Assignment: A faithful copy of the listing below is needed, with its pictures left out.

Excerpted data:

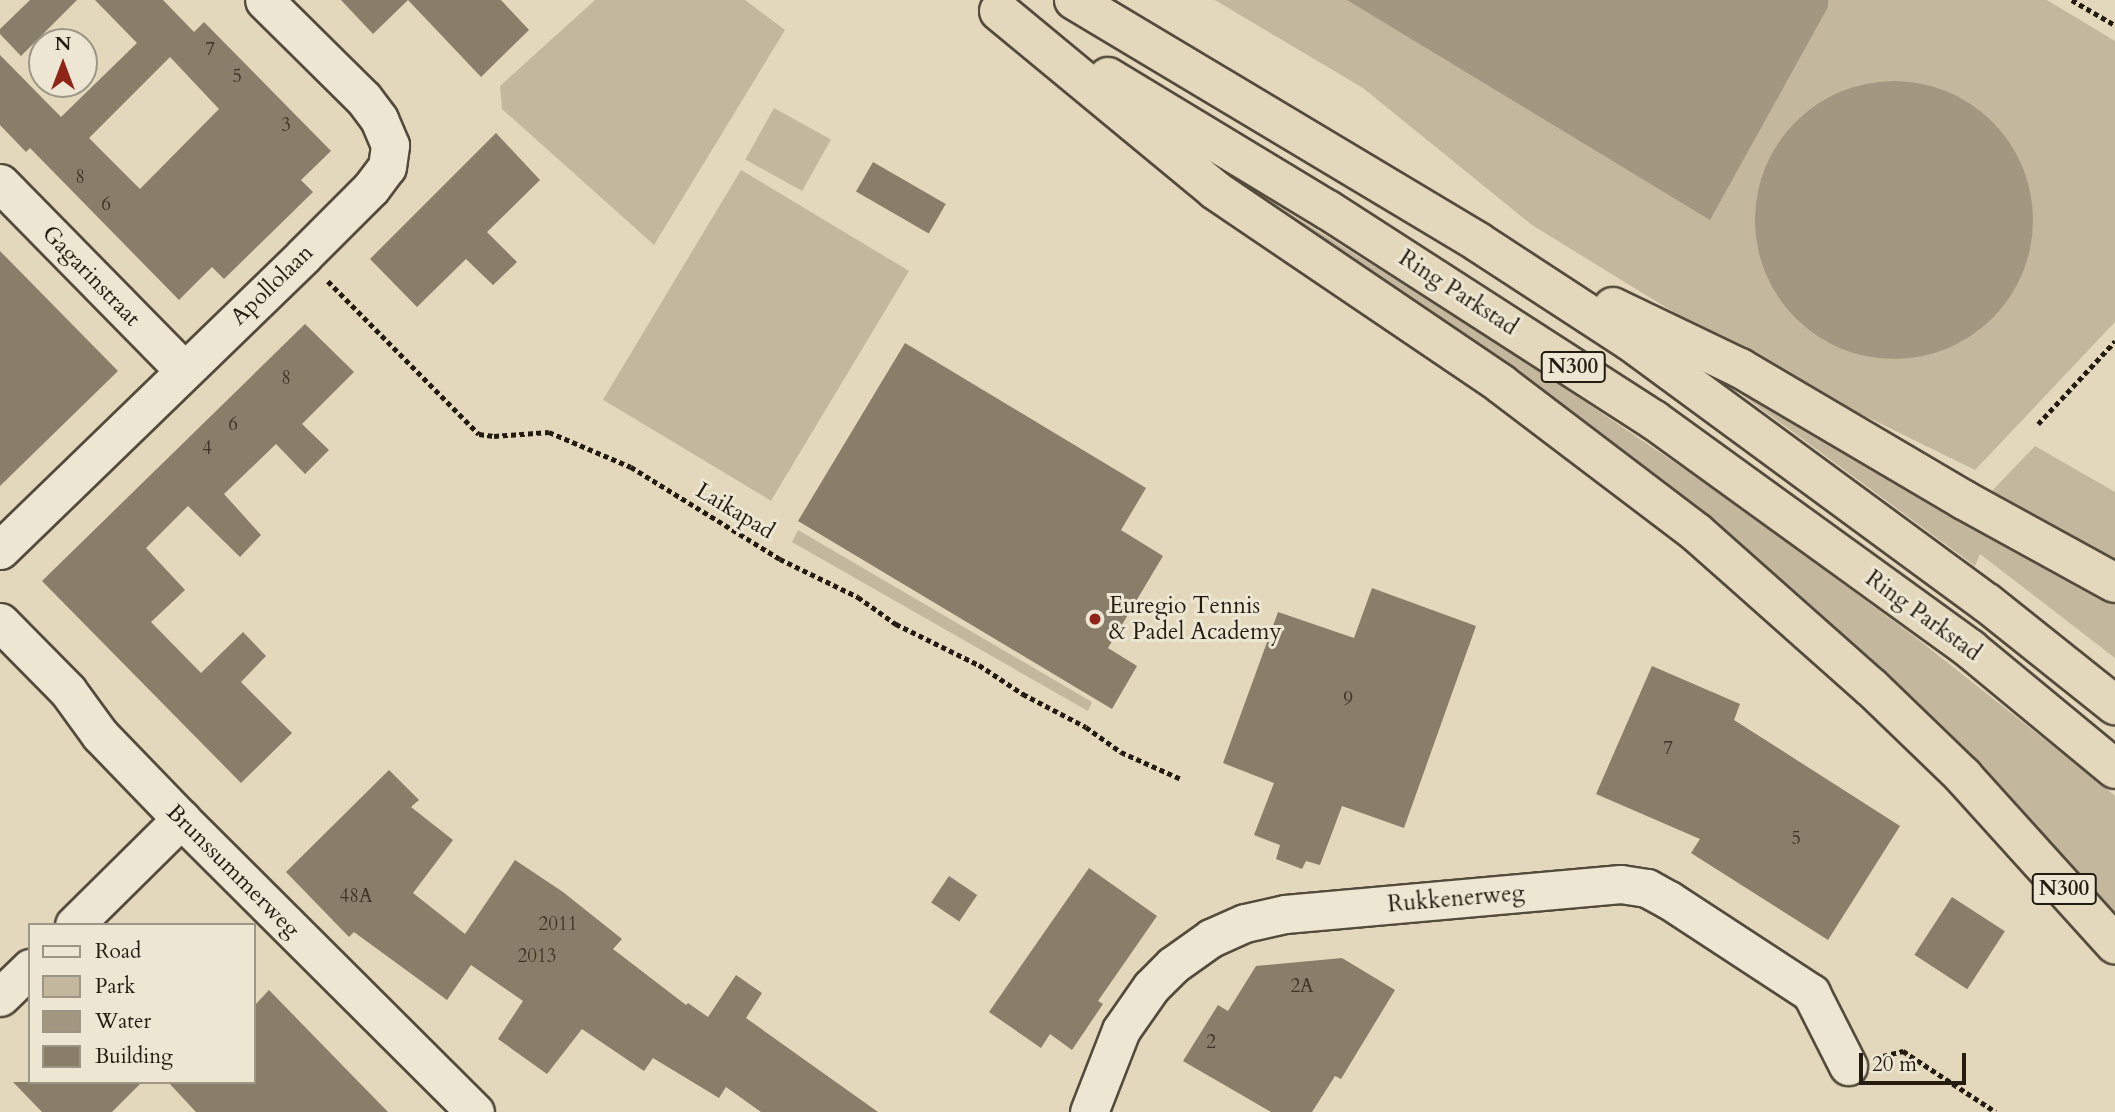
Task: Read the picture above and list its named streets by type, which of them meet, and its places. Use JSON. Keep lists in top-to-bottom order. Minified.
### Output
{"streets":{"highway":["Ring Parkstad","N300"],"street":["Gagarinstraat","Apollolaan","Brunssummerweg","Rukkenerweg"],"path":["Laikapad"]},"crossings":[["Gagarinstraat","Apollolaan"],["Apollolaan","Laikapad"],["Ring Parkstad","N300"]],"places":["Euregio Tennis & Padel Academy"],"house_numbers":["7","5","3","8","6","8","6","4","9","7","5","48A","2011","2013","2A","2"],"legend":["Road","Park","Water","Building"],"scale_bar":"20 m","north":"top"}
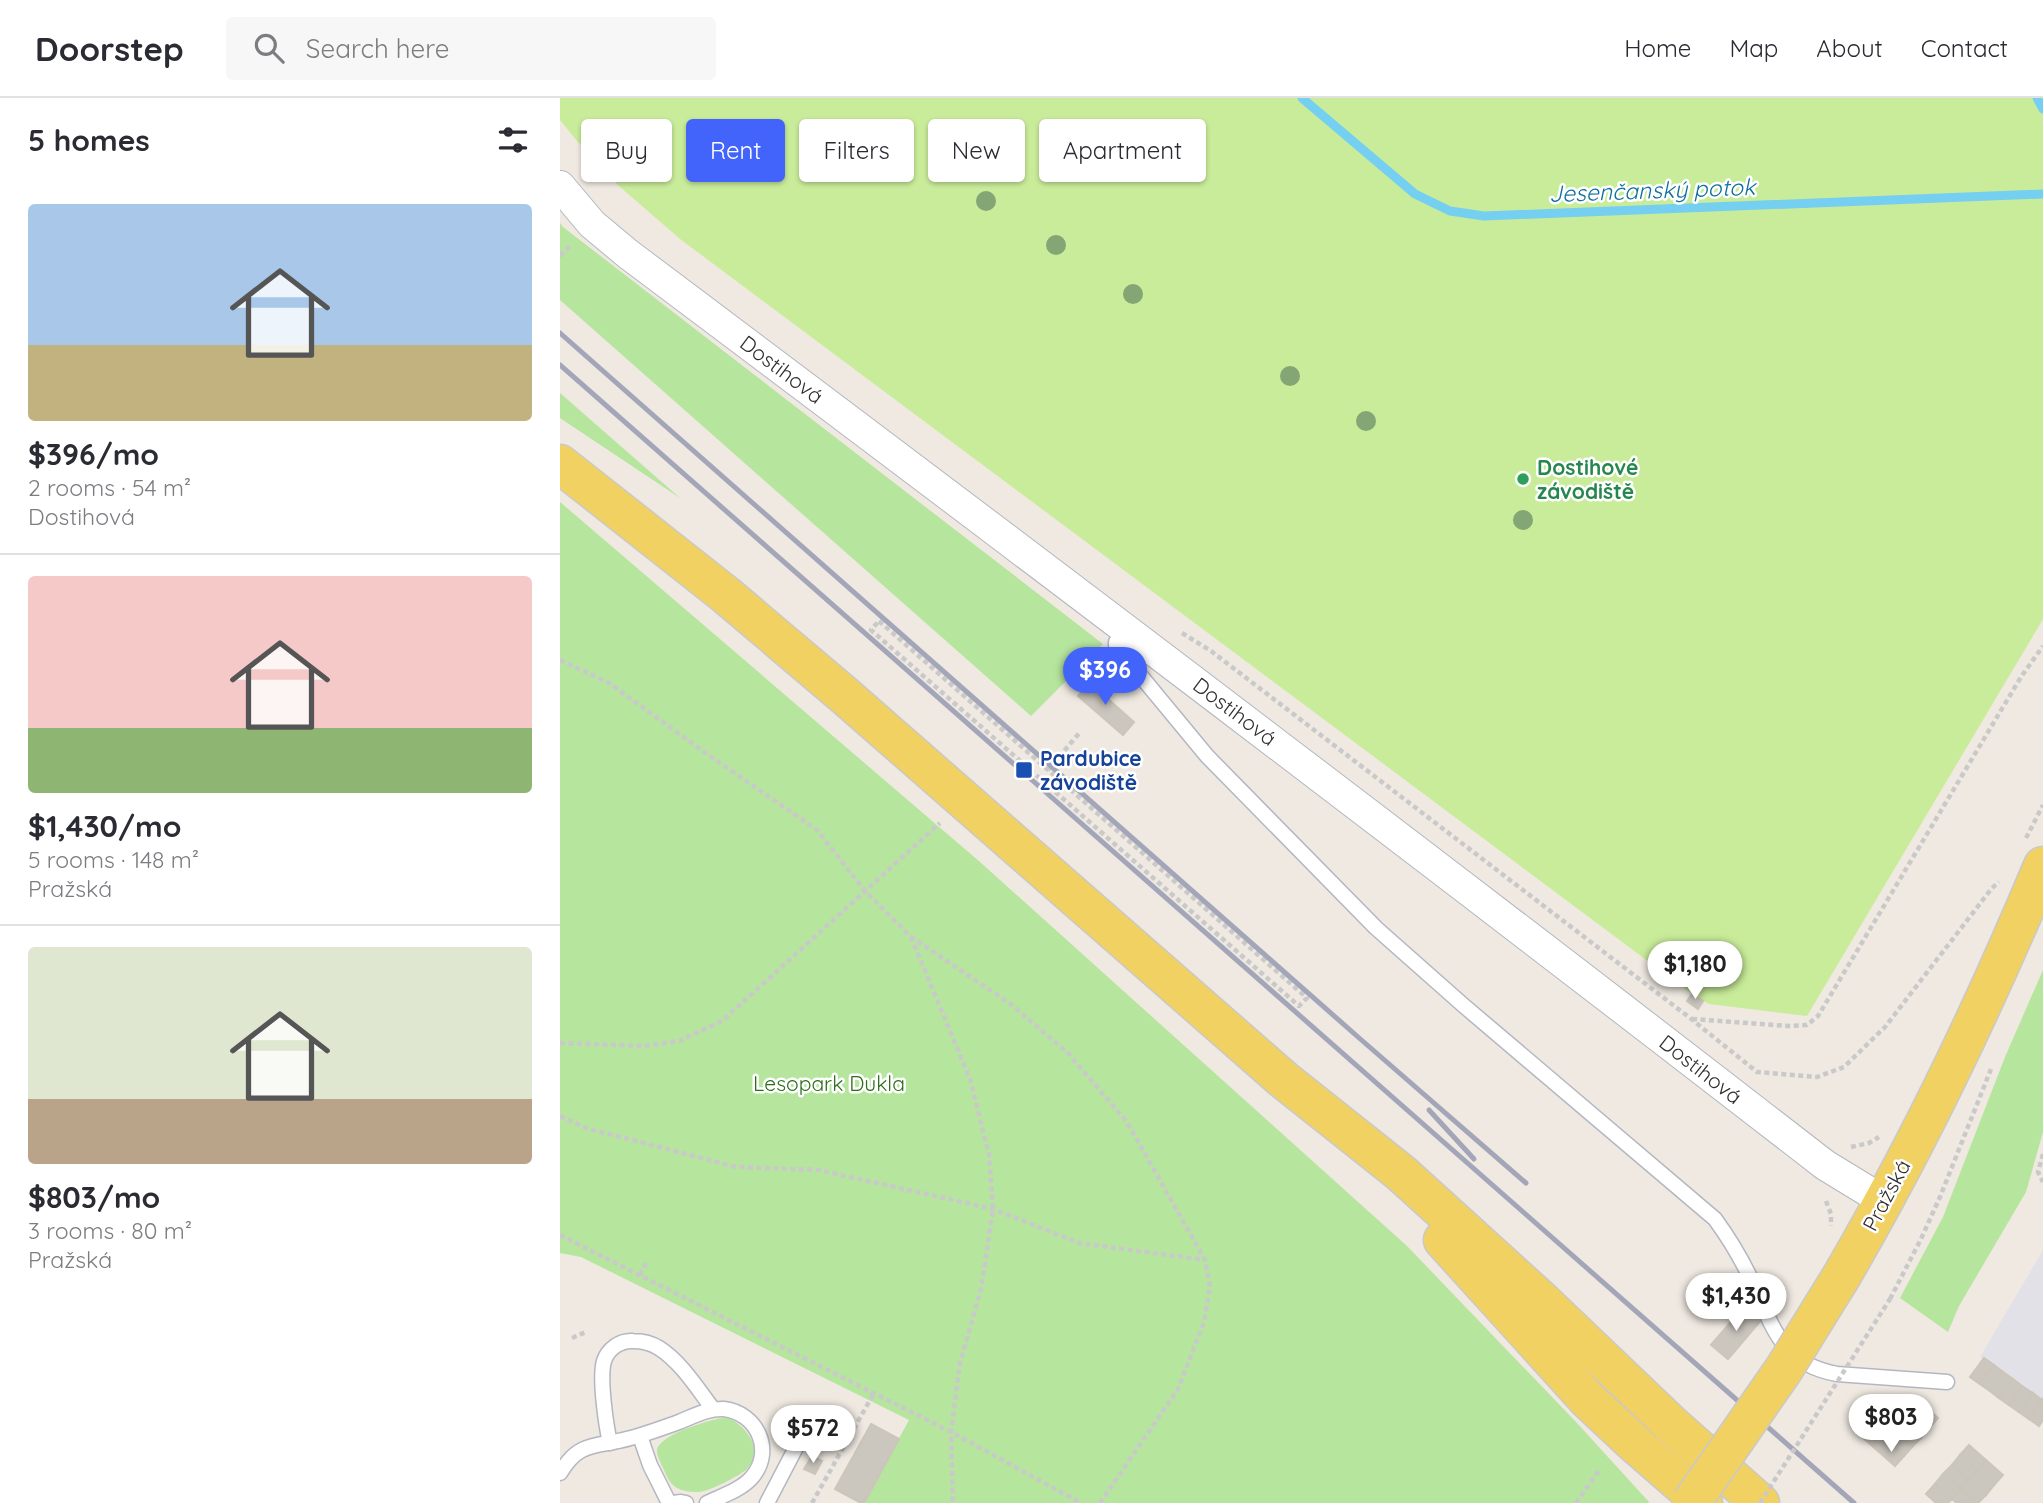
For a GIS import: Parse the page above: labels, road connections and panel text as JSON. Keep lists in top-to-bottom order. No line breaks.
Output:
{"streets":{"main road":["Pražská"],"street":["Dostihová"]},"crossings":[["Dostihová","Pražská"]],"water":["Jesenčanský potok"],"parks":["Lesopark Dukla"],"places":{"other":["Dostihové závodiště"],"transit":["Pardubice závodiště"]},"page":{"header":"Doorstep","search":"Search here","nav":["Home","Map","About","Contact"],"heading":"5 homes","chip":["Buy","Rent","Filters","New","Apartment"],"list":[{"name":"$396/mo","note":"2 rooms · 54 m² · Dostihová"},{"name":"$1,430/mo","note":"5 rooms · 148 m² · Pražská"},{"name":"$803/mo","note":"3 rooms · 80 m² · Pražská"}],"price":["$396","$1,180","$1,430","$803","$572"]}}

Output for this task:
Task: Read the picture above and list its named streets by type, which of them meet, and its places. Use JSON. Keep lists in top-to-bottom order. Minified.
### Output
{"streets":{"highway":["Ring Parkstad","N300"],"street":["Gagarinstraat","Apollolaan","Brunssummerweg","Rukkenerweg"],"path":["Laikapad"]},"crossings":[["Gagarinstraat","Apollolaan"],["Apollolaan","Laikapad"],["Ring Parkstad","N300"]],"places":["Euregio Tennis & Padel Academy"],"house_numbers":["7","5","3","8","6","8","6","4","9","7","5","48A","2011","2013","2A","2"],"legend":["Road","Park","Water","Building"],"scale_bar":"20 m","north":"top"}
For a GIS import: Parse the page above: labels, road connections and panel text as JSON. Keep lists in top-to-bottom order. No line breaks.
Output:
{"streets":{"main road":["Pražská"],"street":["Dostihová"]},"crossings":[["Dostihová","Pražská"]],"water":["Jesenčanský potok"],"parks":["Lesopark Dukla"],"places":{"other":["Dostihové závodiště"],"transit":["Pardubice závodiště"]},"page":{"header":"Doorstep","search":"Search here","nav":["Home","Map","About","Contact"],"heading":"5 homes","chip":["Buy","Rent","Filters","New","Apartment"],"list":[{"name":"$396/mo","note":"2 rooms · 54 m² · Dostihová"},{"name":"$1,430/mo","note":"5 rooms · 148 m² · Pražská"},{"name":"$803/mo","note":"3 rooms · 80 m² · Pražská"}],"price":["$396","$1,180","$1,430","$803","$572"]}}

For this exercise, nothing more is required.